What you need to do:
Pull every line containing "image" from the entries.

--- Extracted records ---

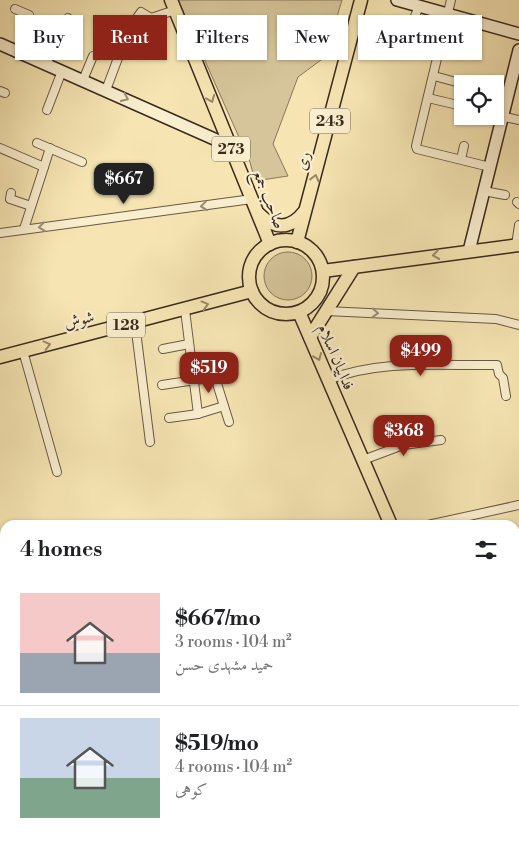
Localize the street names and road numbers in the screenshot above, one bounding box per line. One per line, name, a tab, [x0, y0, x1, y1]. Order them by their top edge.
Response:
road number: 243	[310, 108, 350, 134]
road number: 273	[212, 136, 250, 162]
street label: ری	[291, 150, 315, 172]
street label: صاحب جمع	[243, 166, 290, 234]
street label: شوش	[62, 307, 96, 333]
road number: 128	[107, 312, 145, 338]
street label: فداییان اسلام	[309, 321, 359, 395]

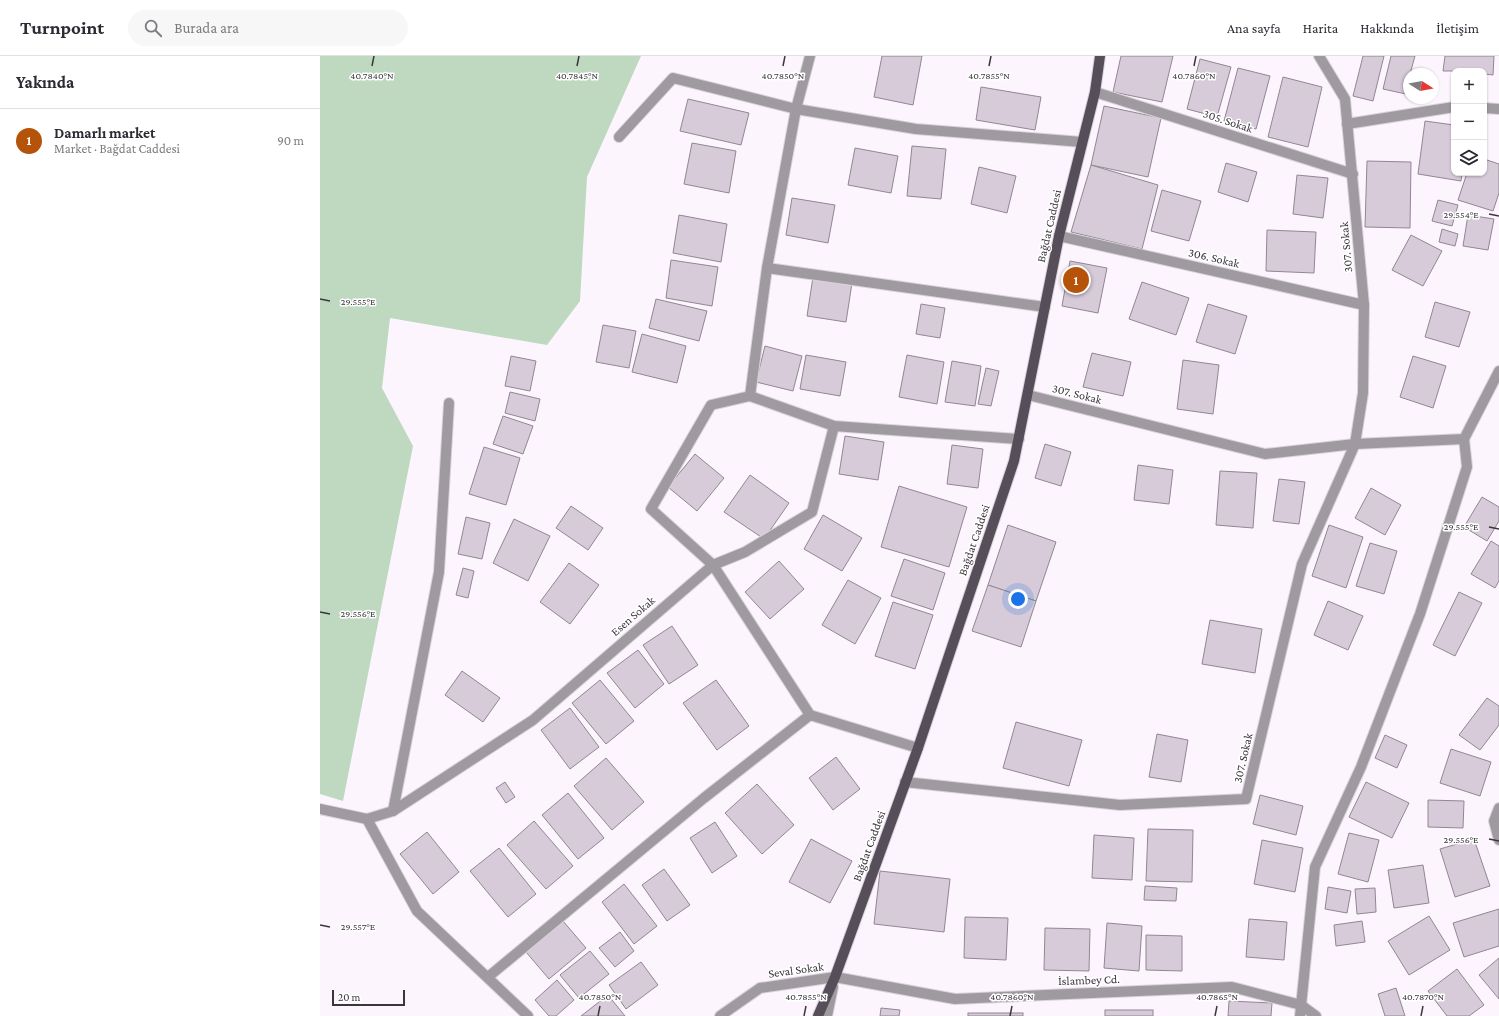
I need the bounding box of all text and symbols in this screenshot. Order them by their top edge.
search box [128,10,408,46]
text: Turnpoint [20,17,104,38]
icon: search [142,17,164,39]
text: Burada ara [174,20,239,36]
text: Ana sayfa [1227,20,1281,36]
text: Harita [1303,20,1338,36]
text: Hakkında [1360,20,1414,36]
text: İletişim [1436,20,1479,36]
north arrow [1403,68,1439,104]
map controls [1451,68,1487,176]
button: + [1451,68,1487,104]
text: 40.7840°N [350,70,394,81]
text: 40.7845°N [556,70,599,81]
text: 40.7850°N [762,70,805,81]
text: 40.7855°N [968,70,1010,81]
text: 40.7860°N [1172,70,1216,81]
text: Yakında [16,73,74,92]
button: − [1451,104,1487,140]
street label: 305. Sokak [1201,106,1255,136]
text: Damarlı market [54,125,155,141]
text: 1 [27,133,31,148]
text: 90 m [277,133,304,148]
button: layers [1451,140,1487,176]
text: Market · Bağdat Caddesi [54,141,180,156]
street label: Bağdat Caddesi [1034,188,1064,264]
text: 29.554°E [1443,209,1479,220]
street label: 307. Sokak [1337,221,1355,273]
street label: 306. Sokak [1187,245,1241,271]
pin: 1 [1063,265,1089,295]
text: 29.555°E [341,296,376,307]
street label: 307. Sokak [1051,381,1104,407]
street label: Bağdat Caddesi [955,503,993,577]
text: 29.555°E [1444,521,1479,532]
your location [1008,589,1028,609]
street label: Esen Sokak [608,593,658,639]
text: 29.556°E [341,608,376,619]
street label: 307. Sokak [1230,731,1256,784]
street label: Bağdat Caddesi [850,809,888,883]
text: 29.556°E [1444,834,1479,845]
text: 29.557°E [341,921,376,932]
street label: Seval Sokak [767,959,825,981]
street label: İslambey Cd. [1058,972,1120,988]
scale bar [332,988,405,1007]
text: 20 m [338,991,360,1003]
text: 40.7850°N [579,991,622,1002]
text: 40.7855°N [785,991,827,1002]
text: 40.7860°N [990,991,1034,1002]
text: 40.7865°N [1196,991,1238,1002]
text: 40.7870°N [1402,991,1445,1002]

---
--- Extracted records ---

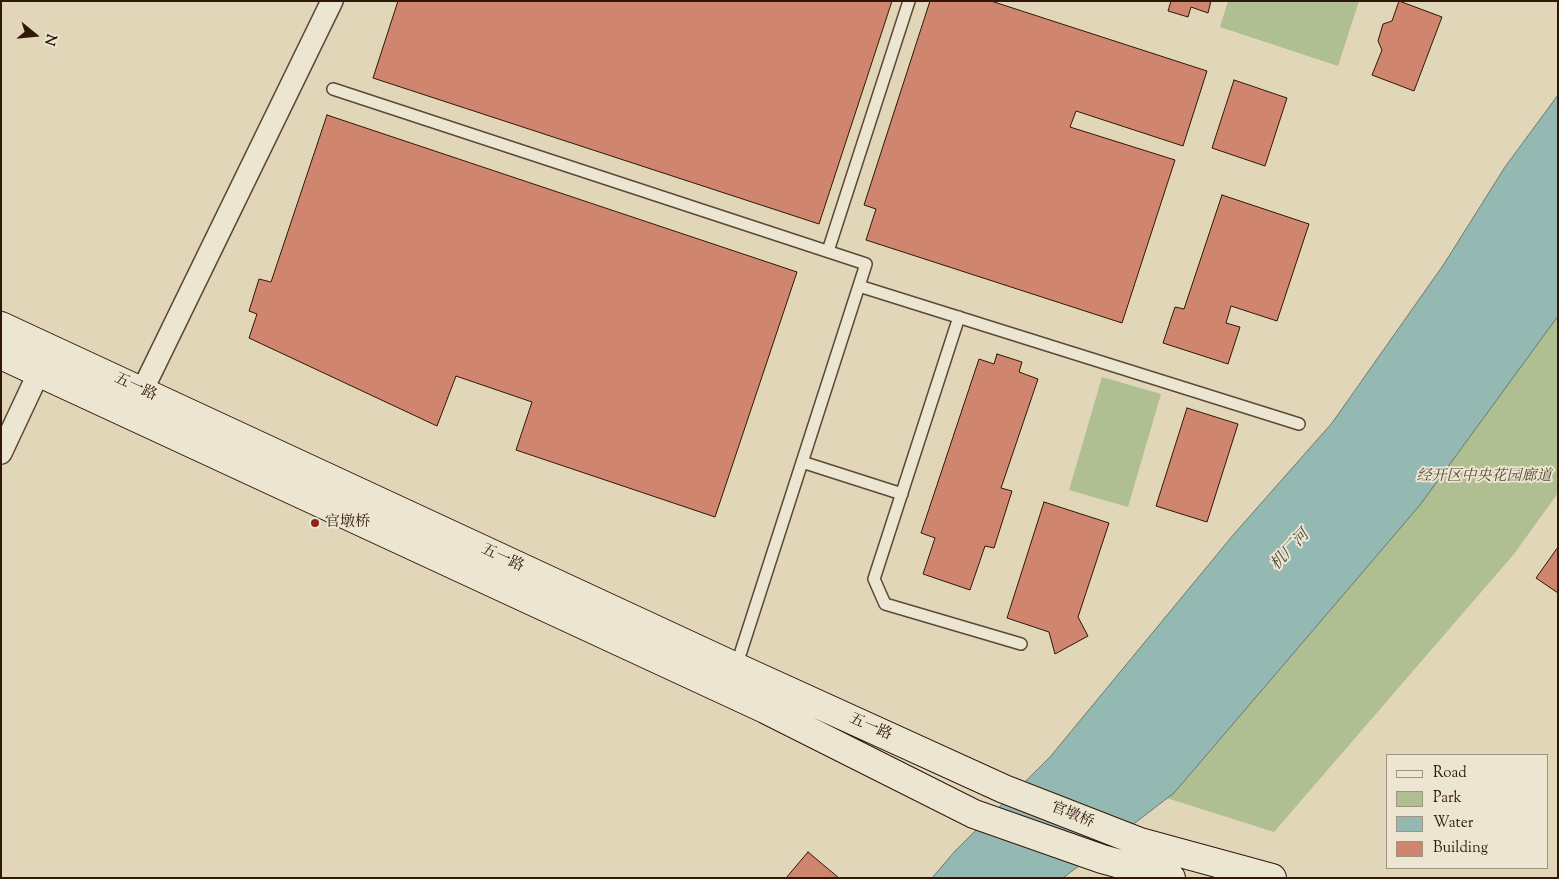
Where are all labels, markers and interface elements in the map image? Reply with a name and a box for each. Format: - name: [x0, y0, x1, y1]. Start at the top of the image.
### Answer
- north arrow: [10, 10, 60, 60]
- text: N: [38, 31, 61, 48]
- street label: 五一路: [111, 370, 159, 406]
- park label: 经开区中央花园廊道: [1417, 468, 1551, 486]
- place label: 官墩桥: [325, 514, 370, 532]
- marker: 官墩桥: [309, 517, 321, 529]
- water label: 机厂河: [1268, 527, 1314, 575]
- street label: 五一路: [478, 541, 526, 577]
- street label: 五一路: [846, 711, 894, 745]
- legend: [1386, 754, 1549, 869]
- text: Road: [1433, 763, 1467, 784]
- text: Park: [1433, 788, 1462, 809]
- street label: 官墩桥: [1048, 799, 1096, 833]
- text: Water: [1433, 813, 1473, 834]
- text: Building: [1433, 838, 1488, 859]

---
--- Extracted records ---

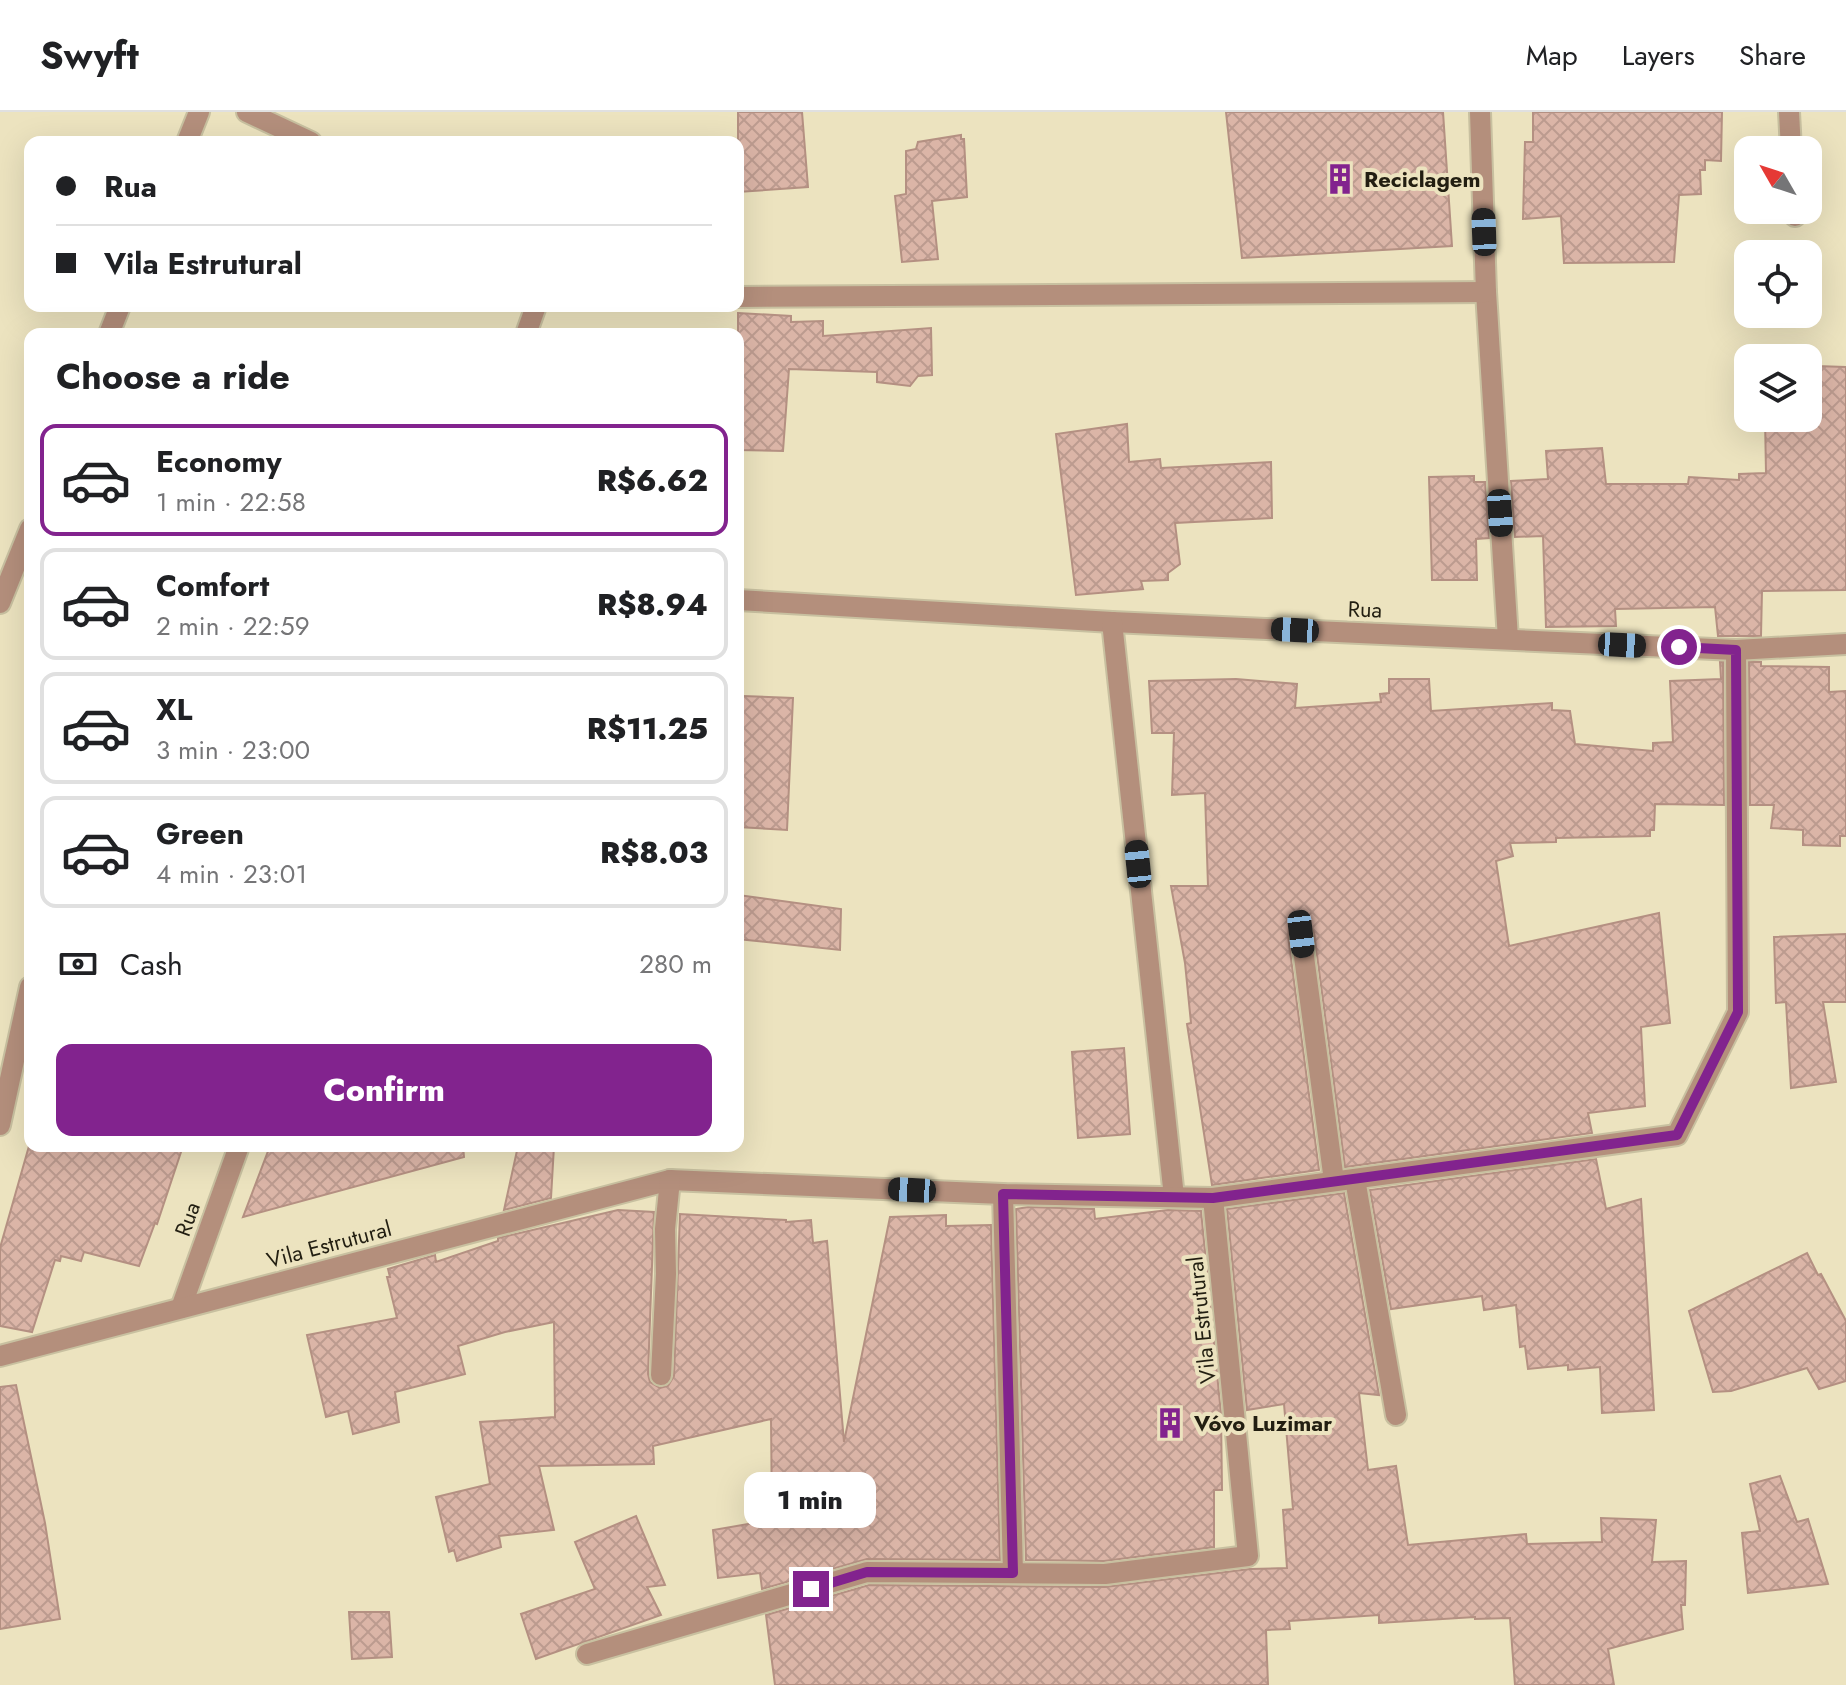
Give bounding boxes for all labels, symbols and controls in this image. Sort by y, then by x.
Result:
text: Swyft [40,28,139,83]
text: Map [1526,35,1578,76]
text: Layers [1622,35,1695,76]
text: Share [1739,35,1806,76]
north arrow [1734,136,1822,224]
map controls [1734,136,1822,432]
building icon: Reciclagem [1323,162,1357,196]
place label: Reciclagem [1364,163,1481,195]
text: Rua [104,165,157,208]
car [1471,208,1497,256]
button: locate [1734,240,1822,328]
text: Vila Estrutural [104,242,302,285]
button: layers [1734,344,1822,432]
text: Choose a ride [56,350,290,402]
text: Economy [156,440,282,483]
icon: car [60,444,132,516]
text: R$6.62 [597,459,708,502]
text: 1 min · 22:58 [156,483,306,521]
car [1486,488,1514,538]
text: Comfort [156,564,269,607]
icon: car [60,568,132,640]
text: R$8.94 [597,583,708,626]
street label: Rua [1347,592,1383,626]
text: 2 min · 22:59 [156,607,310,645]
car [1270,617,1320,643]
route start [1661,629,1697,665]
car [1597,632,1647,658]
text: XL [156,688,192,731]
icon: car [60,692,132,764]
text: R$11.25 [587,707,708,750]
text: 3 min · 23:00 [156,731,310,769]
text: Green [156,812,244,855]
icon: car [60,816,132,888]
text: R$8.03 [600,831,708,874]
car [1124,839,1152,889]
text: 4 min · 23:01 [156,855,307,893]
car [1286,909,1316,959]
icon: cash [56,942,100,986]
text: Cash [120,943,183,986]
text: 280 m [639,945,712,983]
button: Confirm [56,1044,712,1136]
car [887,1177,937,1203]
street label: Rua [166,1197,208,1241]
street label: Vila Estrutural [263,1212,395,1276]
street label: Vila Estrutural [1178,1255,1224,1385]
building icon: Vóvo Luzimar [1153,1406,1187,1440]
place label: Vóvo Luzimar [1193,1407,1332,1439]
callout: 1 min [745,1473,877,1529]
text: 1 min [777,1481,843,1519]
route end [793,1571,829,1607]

---

Answer below:
Where are all labels, markers and interface elements in the map image? Reply with a name and a box for each. Format: - name: [x0, y0, x1, y1]. Start at the top of the image.
Give bounding boxes for all labels, symbols and controls in this image. Sort by y, then by x.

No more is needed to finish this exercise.